TEXAS VIEW: The #MeToo movement in social media

Ajustar Comentario Impresión

The new #MeToo, which immediately spread beyond Milano's 3.2 million followers, follows recent explosive reports of multiple sexual assault allegations against Hollywood film producer Harvey Weinstein.

Almost everyone who uses social media in the USA has probably heard of #MeToo by now, and for some of us it absolutely dominated our Facebook and Twitter feeds. "And it does in a certain way, but also when this hashtag dies down, and people thinking about it, I'll still be doing the work", Burke told the Los Angeles Times on Monday.

The trend #MeToo, Lewis said, "gives people an invention to view and to recognize this person over here - who they've always viewed as fitting into a world position, not necessarily associated with sexual violence - also had that experience too". They have kept their silence - until now. With each #MeToo post, that becomes more clear. I've heard everything from "I wear a fake engagement ring" to "I purposefully chose a male co-founder" so that women, typically founders, feel more protected and empowered, and less likely to be hit on by a VC forgetting there is a line of professionalism to uphold.

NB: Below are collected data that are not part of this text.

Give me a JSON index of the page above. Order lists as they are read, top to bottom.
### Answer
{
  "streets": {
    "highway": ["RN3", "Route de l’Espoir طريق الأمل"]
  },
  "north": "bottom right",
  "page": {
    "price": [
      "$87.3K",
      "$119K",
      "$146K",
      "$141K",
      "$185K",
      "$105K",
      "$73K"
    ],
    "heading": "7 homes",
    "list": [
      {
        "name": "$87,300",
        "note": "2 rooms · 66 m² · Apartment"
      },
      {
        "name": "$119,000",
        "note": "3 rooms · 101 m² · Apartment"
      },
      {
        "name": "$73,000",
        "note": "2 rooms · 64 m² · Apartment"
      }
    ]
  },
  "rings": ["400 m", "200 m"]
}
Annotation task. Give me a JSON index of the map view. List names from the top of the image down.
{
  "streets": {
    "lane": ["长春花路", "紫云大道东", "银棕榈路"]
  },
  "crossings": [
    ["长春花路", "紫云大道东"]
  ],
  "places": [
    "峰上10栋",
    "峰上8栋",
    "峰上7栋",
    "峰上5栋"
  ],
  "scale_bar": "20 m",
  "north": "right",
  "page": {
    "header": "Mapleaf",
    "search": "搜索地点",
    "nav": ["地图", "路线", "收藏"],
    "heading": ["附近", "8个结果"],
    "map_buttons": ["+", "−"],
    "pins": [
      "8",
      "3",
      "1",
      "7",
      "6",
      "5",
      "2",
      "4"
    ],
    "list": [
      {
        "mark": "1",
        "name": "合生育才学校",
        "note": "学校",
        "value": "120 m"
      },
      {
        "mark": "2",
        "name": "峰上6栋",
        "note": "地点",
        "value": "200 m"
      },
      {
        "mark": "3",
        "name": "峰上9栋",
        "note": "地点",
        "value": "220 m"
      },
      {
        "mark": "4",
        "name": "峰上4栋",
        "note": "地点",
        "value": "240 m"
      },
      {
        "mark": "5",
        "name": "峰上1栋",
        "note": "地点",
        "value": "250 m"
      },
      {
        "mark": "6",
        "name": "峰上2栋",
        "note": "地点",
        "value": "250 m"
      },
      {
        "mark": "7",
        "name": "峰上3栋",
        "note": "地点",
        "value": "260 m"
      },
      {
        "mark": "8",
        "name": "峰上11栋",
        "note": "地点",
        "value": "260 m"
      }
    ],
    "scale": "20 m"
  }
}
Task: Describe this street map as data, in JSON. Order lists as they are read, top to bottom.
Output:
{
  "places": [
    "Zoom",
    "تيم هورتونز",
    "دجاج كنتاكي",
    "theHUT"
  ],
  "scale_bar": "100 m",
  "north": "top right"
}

When women stand up to point out those abuses, I applaud their bravery and I cringe for their pain.

Women are posting messages on social media to show how commonplace sexual assault and harassment are, using the hashtag #MeToo to express that they, too, have been victims of such misconduct. Catcalls and lewd language directed at women are the simplest forms of harassment. WKU Police can be reached at 745-2548 and should be contacted in the instance of sexual assault or rape.

Here's a news flash, bro: Women already know that "not all men" are predatory harassers and sexual assaulters.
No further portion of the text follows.